Let’s pick things up from where we left off …
So what does this mean for other metals, like Zinc and especially for the precious metals like gold and silver?
Well, before we zoom in on the precious metals, permit me to pan out a little and take a look at the situation from a broader perspective.
I believe that in the future we should see a switch from paper assets to hard assets especially as paper assets are revealed to not have that much intrinsic value. As compared to hard assets, they aren’t worth that much, if anything at all. Commodities, by contrast, are real, tangible assets. They exist in the real world not in some fabricated, artificial, synthetic world.
This brings us onto “derivatives”.
Tradable financial instruments like Options, Futures, Exchange Traded Funds (ETFs), mining stocks and all that malarky are “derivatives”. The term “derivatives” comes from the fact that value is derived from the underlying asset, or commodity. Without getting too technical, derivatives are financial contracts between two parties which detail price and quantity of an asset. These derivatives can be traded much like the actual product itself. The trading of derivatives is referred to as the paper market. I prefer to call it the “synthetic market” because it’s an artificial construct.
The two markets, the paper, synthetic market and the physical market exist alongside each other. In the normal course of events, the paper, synthetic market should roughly reflect the state of the physical market. There should be a strong correlation between the prices.
But there is an issue with the derivatives market which Rafi talks about.
The actual inventory of real physical held in exchanges is a lot less than the amounts that are traded on the synthetic derivatives market. The trades are made as if there is a lot metal, but that is not necessarily the case. This can expose traders to real risk should any unusual price action occur. There is a dangerous detachment between the paper, synthetic derivative markets and the real, physical product that the markets are supposed to represent and from which they derive their value from. This is the inherent weaknesses in the derivatives market. Rafi warns about this and he’s absolutely correct in doing so.

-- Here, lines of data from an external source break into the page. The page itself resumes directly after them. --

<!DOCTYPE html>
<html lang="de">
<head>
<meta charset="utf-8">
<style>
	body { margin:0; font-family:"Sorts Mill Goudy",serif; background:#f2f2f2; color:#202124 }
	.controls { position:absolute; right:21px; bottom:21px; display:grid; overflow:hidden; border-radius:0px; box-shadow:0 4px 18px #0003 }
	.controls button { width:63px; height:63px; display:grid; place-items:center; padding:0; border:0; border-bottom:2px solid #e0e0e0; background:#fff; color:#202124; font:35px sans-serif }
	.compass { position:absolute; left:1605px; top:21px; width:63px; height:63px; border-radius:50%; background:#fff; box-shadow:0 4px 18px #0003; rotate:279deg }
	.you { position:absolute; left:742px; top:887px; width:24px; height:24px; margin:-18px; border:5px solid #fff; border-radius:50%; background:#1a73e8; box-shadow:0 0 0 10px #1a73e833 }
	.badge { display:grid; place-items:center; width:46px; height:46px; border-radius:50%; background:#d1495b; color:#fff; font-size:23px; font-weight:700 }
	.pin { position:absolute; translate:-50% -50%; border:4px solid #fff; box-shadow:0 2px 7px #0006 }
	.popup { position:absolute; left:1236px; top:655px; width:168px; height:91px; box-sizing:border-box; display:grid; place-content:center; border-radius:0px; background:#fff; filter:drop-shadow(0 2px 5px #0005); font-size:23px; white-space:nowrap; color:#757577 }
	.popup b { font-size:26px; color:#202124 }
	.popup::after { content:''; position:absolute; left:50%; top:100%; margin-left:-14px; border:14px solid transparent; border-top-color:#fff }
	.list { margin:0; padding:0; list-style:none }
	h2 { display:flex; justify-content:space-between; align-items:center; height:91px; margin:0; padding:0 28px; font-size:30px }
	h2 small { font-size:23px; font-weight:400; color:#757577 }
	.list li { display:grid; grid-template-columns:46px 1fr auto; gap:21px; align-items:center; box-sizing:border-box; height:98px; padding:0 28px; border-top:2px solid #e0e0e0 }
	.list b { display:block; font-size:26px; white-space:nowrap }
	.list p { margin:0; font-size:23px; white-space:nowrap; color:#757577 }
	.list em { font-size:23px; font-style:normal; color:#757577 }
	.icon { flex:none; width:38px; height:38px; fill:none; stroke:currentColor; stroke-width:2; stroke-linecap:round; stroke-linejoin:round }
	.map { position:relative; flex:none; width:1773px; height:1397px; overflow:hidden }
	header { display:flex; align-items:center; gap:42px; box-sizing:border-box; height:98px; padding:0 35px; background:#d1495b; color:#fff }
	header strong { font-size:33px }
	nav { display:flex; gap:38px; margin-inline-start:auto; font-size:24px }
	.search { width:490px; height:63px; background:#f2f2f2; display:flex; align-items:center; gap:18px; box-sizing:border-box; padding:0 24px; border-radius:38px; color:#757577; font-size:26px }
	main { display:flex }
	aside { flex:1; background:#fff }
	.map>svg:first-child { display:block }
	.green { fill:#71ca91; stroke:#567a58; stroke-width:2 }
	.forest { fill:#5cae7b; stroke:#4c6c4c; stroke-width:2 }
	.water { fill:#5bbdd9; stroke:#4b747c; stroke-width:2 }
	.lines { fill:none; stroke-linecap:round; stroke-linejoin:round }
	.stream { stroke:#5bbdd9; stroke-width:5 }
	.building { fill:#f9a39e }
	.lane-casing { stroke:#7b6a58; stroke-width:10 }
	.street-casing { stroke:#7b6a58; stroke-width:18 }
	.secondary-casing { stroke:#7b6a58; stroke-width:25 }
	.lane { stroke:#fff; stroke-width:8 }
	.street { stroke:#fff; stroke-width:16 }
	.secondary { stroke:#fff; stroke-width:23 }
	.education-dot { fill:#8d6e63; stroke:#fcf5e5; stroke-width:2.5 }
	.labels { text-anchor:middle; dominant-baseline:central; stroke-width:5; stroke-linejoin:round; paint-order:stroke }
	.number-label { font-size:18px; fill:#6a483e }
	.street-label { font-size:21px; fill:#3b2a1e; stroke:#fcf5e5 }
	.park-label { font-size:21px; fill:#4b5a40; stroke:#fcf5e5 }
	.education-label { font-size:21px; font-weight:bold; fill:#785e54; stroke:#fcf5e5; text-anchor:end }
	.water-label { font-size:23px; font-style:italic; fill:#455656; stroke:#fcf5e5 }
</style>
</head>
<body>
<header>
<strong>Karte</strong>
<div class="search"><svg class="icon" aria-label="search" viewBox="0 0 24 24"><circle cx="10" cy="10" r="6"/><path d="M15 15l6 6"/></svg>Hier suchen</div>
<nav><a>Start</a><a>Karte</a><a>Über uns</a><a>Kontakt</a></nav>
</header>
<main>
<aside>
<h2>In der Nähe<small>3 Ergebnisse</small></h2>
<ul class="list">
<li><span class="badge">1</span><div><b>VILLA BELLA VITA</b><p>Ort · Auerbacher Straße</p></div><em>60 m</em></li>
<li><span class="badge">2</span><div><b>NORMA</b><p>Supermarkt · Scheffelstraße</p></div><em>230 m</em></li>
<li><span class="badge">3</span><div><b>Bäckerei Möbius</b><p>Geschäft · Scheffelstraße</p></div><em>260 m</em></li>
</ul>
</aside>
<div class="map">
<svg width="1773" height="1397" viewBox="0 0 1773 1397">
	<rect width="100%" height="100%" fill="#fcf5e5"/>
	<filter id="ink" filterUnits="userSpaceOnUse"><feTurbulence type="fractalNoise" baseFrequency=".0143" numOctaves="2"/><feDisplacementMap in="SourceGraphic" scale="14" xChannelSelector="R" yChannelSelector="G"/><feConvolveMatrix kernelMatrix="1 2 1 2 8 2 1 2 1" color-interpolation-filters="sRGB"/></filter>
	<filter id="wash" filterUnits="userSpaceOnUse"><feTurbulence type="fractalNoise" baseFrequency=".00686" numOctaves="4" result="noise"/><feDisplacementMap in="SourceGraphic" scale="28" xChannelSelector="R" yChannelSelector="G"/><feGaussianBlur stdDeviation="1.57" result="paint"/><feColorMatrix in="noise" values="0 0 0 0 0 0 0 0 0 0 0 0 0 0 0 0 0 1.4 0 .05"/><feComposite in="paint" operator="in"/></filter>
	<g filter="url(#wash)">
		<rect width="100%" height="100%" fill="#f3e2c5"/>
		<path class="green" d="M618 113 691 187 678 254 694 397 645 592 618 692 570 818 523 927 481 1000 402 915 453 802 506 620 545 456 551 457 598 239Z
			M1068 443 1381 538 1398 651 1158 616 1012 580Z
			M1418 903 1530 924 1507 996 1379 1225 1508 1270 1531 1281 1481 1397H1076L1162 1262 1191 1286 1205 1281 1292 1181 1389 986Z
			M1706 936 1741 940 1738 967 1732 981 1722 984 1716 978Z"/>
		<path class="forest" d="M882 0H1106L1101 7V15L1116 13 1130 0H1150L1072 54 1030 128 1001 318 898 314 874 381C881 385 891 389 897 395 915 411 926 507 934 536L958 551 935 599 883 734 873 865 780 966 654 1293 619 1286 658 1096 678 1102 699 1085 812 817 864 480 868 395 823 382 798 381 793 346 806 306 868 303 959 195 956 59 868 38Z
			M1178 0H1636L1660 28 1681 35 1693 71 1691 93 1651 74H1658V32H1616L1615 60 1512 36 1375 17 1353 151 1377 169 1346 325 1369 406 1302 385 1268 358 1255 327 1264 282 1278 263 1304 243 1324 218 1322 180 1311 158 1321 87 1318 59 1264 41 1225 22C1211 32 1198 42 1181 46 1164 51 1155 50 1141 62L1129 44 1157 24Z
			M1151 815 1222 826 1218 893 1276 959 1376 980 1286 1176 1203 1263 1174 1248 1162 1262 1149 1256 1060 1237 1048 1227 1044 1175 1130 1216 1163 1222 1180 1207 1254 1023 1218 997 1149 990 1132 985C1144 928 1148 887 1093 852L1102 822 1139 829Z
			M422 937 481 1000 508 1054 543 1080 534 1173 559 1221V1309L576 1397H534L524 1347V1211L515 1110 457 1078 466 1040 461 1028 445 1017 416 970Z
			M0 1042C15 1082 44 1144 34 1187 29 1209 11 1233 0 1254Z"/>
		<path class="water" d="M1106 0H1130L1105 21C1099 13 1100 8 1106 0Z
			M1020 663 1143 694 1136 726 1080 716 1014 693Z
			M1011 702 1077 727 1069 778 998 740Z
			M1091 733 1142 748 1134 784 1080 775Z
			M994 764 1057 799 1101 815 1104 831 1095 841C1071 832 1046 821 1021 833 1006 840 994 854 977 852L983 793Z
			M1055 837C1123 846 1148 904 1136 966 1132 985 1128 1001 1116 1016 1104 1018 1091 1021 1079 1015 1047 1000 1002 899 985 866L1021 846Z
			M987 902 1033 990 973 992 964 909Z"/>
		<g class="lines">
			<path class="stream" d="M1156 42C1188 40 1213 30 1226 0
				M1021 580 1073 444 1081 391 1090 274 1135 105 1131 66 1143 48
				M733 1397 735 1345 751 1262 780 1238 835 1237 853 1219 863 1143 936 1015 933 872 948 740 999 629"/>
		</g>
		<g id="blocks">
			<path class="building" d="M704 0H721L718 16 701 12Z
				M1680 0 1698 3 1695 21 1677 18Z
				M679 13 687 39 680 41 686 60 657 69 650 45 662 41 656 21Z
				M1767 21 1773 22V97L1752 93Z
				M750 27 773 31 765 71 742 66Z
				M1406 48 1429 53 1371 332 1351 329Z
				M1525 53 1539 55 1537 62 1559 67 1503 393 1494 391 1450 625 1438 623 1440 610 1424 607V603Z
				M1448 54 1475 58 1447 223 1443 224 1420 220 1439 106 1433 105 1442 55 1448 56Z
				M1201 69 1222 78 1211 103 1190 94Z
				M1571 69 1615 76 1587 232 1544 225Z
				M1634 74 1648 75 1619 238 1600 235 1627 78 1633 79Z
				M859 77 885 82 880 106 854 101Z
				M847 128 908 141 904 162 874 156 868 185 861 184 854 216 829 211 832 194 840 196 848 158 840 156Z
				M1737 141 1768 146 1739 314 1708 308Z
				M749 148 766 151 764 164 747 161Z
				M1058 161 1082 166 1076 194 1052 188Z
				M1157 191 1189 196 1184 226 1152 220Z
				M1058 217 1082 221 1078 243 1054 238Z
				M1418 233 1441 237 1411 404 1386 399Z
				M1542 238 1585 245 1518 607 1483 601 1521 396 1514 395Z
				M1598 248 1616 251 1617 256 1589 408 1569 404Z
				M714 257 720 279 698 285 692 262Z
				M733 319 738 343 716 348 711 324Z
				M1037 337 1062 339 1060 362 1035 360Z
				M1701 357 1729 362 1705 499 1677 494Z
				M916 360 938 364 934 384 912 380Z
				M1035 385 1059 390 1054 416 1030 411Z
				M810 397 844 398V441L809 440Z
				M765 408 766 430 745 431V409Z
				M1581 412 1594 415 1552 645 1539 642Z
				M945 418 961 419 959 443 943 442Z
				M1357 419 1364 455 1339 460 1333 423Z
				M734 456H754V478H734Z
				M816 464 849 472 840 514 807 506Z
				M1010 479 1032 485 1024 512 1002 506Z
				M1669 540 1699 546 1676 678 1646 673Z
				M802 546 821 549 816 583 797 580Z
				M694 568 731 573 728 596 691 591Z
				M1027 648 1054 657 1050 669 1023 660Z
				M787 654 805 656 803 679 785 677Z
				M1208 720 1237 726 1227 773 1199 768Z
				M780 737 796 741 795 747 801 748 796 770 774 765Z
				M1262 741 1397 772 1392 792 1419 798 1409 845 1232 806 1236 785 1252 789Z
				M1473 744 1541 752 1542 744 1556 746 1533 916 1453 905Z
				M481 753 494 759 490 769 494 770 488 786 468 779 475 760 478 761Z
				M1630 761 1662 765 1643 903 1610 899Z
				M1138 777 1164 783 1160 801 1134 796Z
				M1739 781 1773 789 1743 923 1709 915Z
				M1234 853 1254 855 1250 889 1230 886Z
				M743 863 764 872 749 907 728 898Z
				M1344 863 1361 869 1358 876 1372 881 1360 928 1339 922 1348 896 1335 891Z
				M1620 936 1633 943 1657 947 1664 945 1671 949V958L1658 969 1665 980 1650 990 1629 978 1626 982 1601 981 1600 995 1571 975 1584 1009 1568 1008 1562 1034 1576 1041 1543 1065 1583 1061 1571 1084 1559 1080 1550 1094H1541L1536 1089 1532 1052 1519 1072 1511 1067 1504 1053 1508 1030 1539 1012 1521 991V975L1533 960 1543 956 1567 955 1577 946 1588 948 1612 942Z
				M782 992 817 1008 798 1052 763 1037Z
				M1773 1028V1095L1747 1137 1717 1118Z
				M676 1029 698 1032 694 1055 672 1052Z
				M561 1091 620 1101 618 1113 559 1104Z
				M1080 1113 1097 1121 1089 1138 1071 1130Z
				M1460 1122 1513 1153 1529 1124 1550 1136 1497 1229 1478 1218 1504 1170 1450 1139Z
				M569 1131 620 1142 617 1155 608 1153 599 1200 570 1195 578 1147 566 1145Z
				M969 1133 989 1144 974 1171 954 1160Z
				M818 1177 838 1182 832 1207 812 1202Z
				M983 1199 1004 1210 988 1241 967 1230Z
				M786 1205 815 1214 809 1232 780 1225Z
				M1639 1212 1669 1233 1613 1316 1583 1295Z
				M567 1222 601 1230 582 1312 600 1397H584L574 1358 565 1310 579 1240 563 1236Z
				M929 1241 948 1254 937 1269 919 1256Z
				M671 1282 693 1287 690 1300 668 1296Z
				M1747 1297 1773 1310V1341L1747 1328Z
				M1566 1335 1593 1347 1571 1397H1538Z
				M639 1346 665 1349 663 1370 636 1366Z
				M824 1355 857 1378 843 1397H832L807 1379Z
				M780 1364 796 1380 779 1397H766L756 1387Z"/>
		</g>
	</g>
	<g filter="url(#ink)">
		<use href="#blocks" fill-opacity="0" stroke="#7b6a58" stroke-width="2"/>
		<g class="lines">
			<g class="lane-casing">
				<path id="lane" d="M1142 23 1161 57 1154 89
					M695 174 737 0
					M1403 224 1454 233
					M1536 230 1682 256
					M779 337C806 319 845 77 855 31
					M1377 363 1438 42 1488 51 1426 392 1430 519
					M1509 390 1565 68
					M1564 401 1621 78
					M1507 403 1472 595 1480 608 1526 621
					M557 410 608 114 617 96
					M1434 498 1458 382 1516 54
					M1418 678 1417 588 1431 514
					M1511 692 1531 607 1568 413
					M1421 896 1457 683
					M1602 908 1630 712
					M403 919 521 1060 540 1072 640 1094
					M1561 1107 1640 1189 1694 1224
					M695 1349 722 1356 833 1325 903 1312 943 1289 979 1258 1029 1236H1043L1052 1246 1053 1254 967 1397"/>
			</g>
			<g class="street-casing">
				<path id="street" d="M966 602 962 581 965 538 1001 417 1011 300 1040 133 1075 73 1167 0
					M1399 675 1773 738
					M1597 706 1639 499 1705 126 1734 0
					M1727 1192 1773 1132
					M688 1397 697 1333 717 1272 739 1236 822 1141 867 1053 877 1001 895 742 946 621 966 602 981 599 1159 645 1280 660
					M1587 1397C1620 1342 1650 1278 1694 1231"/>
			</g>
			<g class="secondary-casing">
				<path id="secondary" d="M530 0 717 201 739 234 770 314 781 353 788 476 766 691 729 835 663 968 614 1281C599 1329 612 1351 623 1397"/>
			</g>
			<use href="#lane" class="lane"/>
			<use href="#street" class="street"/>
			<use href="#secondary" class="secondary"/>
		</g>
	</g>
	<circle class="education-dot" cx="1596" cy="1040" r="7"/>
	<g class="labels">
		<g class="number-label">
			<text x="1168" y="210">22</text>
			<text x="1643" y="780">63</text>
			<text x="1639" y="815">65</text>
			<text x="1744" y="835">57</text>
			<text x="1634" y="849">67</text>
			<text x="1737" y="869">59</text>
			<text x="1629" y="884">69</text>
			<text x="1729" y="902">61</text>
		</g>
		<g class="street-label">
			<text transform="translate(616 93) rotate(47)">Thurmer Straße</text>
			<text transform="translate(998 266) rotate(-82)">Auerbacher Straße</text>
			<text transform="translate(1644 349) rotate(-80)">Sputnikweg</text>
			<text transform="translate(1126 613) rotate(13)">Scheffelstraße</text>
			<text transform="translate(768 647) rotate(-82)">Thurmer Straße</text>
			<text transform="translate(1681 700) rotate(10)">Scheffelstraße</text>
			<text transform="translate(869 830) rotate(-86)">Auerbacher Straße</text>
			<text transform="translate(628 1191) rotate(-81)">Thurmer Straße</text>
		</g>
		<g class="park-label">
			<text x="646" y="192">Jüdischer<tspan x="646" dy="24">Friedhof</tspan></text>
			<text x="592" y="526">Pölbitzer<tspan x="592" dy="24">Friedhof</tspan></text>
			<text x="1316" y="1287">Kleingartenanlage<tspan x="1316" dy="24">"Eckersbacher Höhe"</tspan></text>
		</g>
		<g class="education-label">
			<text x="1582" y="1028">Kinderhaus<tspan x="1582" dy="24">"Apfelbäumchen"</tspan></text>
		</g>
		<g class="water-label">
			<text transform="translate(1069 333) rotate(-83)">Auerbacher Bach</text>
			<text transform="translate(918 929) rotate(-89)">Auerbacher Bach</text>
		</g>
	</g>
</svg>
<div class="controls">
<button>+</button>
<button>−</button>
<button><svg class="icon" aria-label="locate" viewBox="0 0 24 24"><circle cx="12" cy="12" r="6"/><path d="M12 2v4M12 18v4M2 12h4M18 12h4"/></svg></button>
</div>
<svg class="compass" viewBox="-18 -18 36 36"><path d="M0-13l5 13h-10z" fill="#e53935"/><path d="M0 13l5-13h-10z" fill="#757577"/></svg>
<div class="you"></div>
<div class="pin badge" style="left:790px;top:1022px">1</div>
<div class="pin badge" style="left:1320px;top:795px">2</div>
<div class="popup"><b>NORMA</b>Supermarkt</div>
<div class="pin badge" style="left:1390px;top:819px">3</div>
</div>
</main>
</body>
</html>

Let’s now turn our attentions to Zinc very briefly … Rafi believes that what happened in Nickel could happen in Zinc. Stocks of Zinc are at very low levels for various reasons. The Nickel situation was essentially what is termed a “Short Squeeze”. This was made possible because of the diminishing availability in inventory of the metal itself. Rafi gives a detailed account of this in one of his videos, so I won’t go into that here. He also talks about Zinc in relation to Silver.